Return each line of the data below exactly, omitting any pictures.

[RAW DATA Boundary: Start]

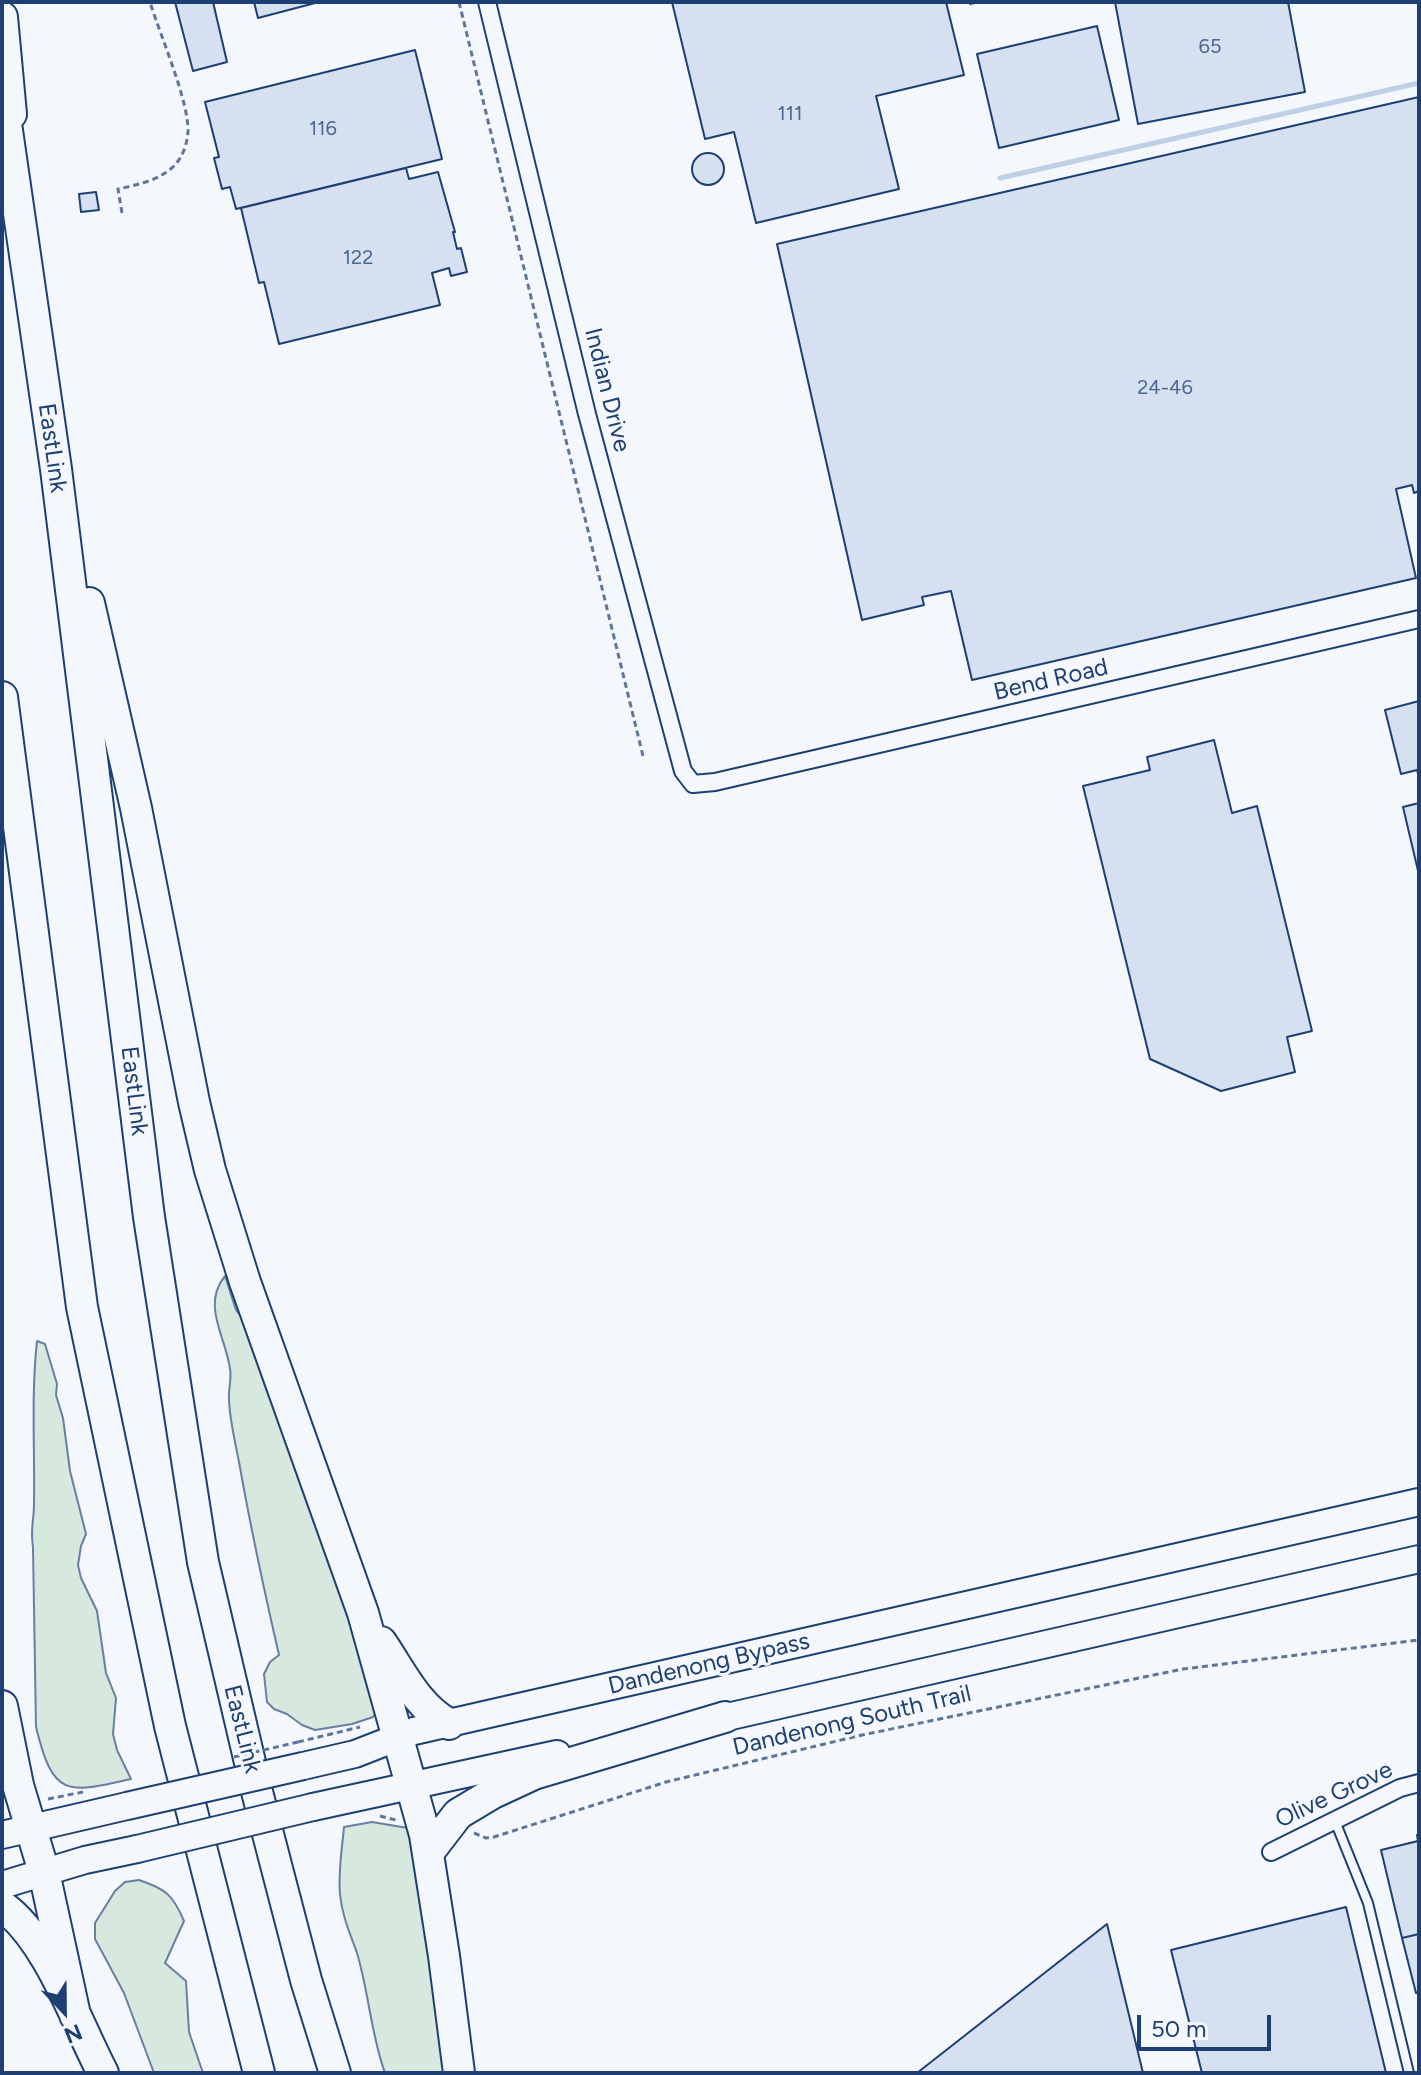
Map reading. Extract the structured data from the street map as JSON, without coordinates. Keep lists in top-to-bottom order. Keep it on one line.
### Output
{"streets":{"highway":["EastLink","Dandenong Bypass"],"street":["Indian Drive","Bend Road","Olive Grove"],"path":["Dandenong South Trail"]},"crossings":[["Indian Drive","Bend Road"]],"house_numbers":["65","111","116","122","24-46"],"scale_bar":"50 m","north":"bottom"}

[RAW DATA Boundary: End]

* **EXERCISE ANSWER**:
Map reading. Extract the structured data from the street map as JSON, without coordinates. Keep lists in top-to-bottom order. Keep it on one line.
### Output
{"streets":{"highway":["EastLink","Dandenong Bypass"],"street":["Indian Drive","Bend Road","Olive Grove"],"path":["Dandenong South Trail"]},"crossings":[["Indian Drive","Bend Road"]],"house_numbers":["65","111","116","122","24-46"],"scale_bar":"50 m","north":"bottom"}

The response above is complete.